EXERCISE REQUIREMENTS — Exactly how many lines in this data contain the word "Samadi"? Only the number should be given.

========================================

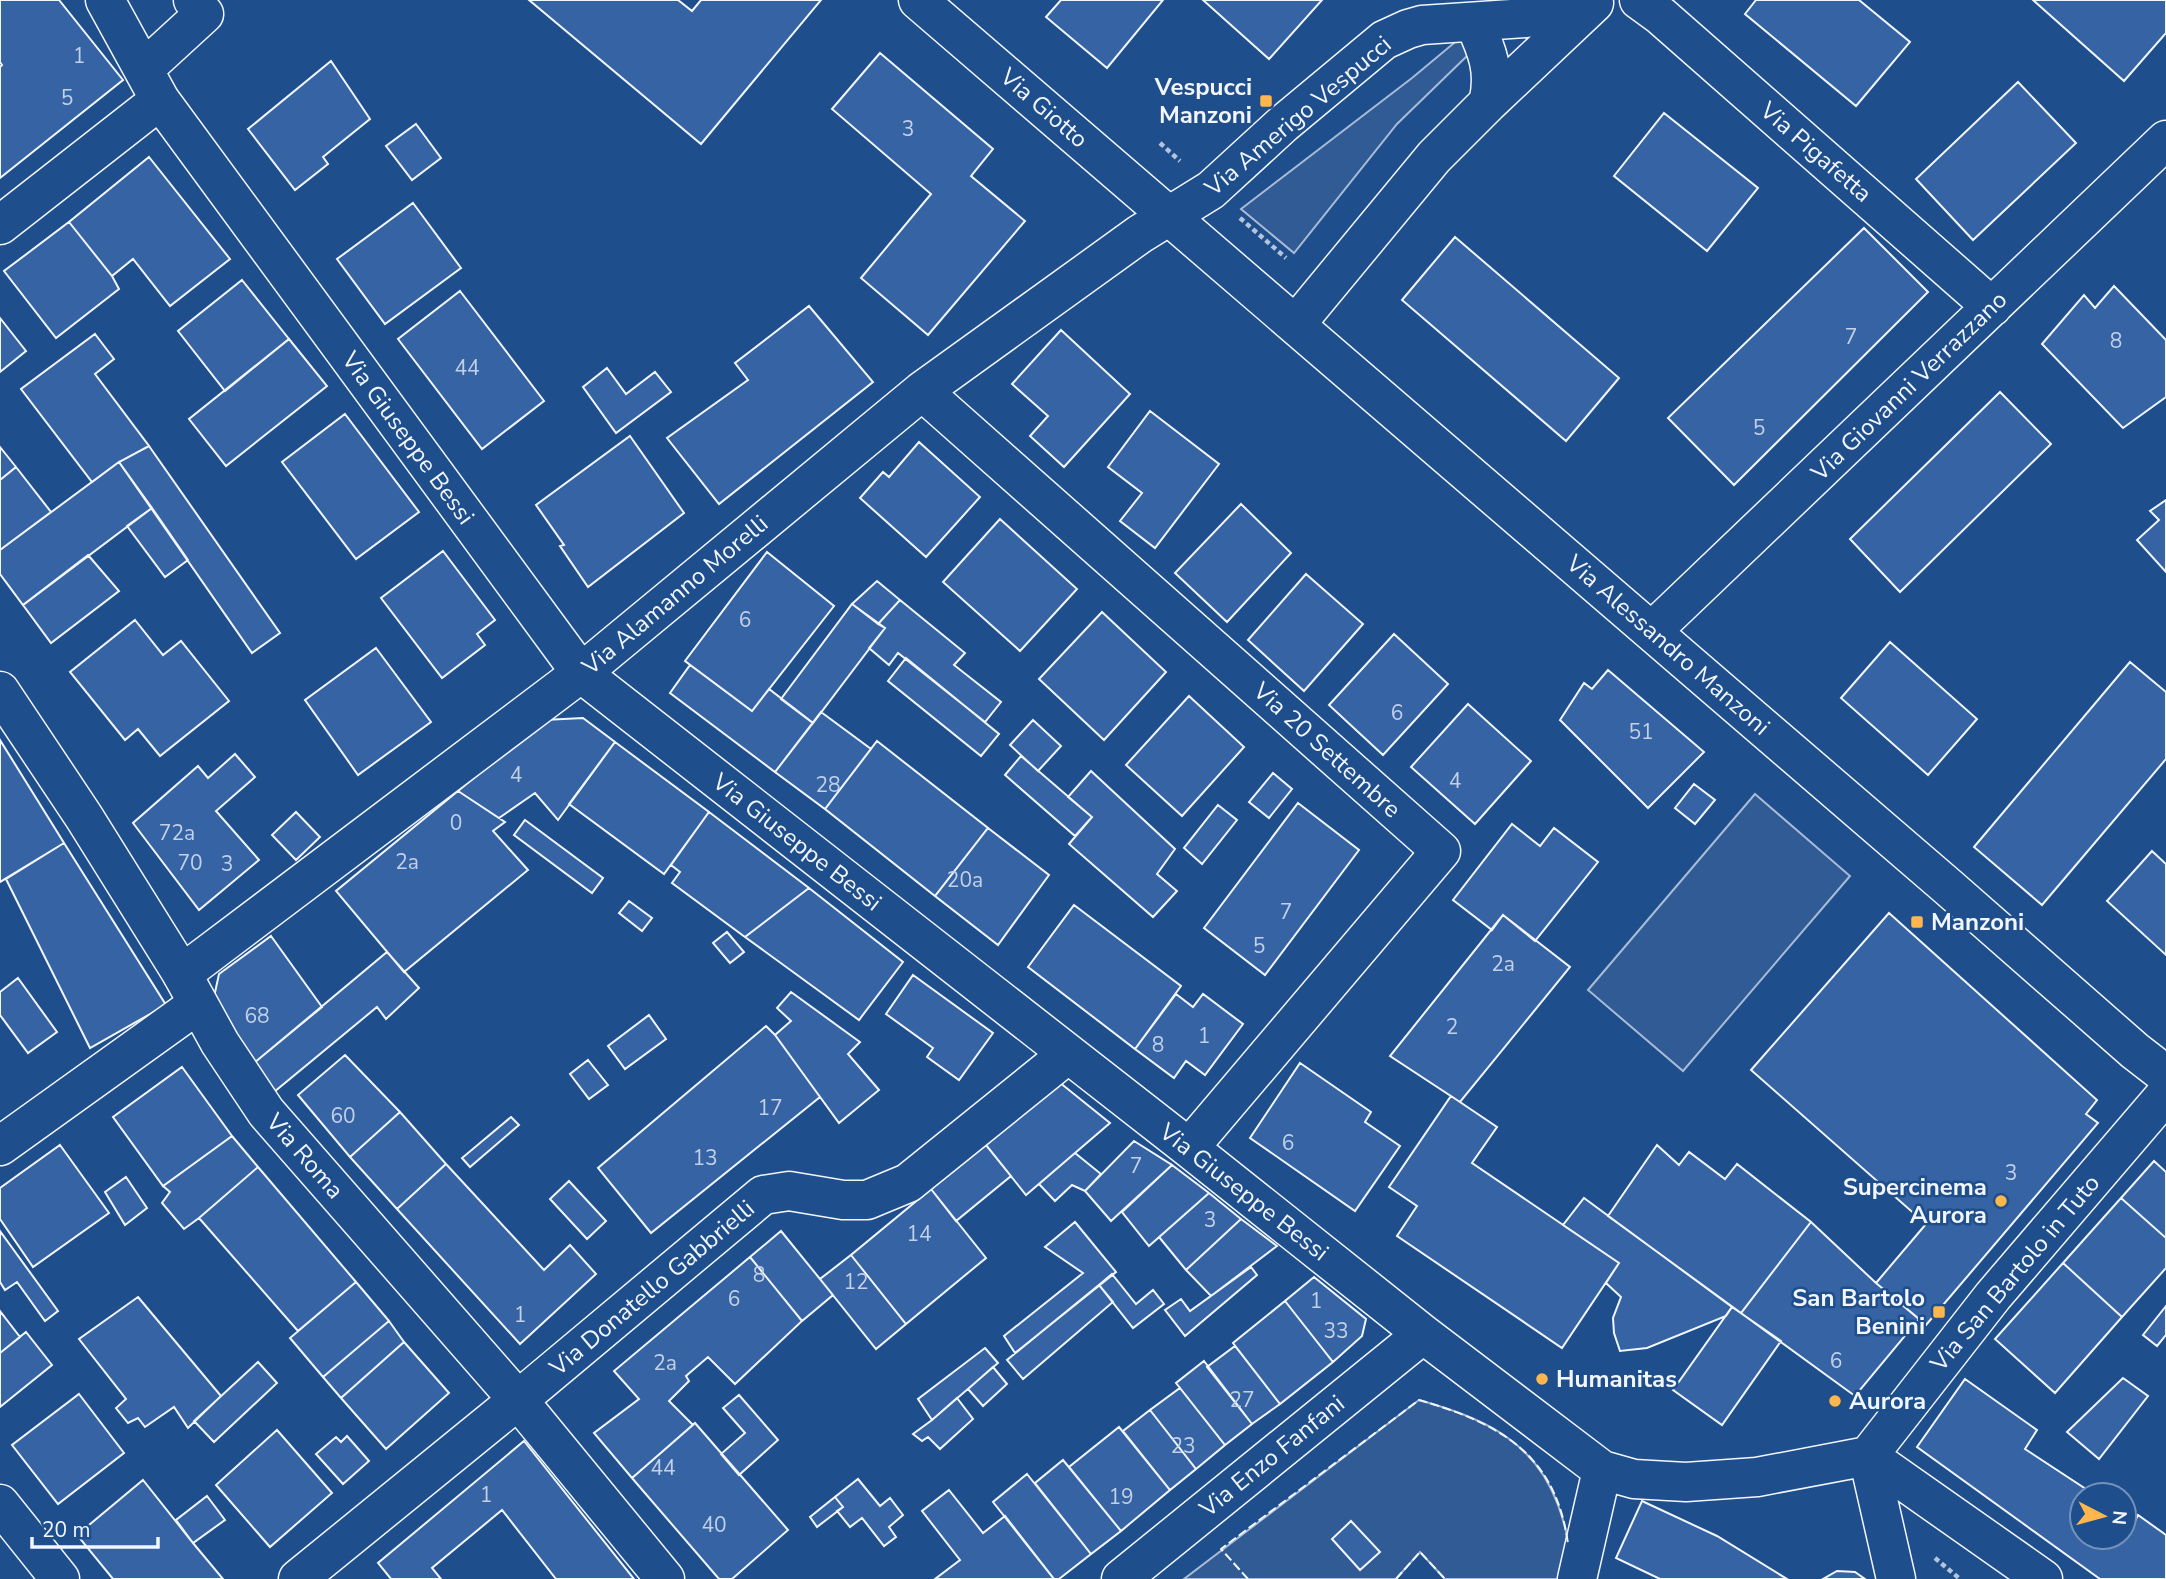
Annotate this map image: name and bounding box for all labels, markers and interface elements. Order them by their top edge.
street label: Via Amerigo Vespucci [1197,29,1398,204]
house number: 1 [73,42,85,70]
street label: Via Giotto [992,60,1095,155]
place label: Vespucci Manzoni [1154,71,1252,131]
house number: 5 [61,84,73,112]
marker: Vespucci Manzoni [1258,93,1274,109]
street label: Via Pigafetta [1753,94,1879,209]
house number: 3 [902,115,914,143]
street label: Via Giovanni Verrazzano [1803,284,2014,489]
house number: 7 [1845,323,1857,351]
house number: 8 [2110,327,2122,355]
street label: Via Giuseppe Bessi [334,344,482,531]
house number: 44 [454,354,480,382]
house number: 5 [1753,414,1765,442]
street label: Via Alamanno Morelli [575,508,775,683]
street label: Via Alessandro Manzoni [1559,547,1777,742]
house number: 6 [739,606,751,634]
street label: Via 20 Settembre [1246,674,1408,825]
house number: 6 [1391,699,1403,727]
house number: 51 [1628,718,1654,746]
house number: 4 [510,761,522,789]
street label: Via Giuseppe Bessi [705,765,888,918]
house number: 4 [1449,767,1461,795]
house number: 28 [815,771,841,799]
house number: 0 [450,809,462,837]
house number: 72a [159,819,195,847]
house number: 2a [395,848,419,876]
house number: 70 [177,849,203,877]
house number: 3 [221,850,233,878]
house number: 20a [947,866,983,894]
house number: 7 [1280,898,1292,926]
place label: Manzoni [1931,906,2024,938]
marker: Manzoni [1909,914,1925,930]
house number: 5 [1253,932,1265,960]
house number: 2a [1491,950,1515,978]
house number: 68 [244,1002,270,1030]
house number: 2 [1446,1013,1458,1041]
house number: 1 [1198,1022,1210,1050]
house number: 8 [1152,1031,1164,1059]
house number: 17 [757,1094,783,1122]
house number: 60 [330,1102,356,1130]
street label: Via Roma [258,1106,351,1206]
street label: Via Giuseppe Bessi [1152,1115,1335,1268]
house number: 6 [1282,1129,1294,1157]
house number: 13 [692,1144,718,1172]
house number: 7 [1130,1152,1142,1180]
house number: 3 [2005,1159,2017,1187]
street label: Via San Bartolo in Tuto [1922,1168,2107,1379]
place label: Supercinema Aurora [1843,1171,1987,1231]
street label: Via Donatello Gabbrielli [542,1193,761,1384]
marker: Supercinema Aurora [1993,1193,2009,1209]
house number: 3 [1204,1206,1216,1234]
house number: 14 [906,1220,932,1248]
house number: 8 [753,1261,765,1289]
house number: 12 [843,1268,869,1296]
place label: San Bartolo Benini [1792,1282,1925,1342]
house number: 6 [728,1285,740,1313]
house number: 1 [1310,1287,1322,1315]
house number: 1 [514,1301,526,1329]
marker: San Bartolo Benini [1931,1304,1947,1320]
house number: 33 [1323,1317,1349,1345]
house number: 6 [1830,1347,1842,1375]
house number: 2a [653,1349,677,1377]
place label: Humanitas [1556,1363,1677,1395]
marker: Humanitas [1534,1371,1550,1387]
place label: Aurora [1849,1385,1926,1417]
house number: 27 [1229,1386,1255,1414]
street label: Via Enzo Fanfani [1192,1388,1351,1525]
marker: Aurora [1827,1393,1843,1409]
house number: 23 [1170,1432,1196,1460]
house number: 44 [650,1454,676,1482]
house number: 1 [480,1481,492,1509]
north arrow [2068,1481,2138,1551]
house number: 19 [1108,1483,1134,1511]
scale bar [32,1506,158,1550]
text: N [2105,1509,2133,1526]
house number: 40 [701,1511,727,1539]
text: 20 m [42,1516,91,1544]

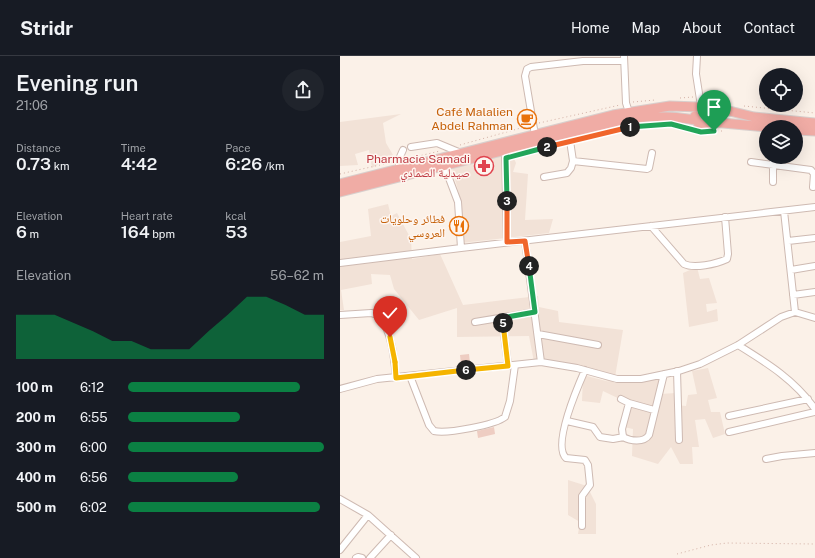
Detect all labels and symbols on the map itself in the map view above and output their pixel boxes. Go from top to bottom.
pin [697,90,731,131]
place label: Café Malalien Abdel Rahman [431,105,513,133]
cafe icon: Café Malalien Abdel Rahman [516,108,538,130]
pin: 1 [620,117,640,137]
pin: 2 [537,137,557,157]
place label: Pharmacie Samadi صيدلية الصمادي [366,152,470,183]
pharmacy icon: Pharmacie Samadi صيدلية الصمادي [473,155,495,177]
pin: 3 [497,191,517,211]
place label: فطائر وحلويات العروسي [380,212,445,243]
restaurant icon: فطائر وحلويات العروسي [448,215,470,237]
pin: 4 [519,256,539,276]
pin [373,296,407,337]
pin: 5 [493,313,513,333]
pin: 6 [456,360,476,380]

========================================

SOLUTION TO THIS PROBLEM — 2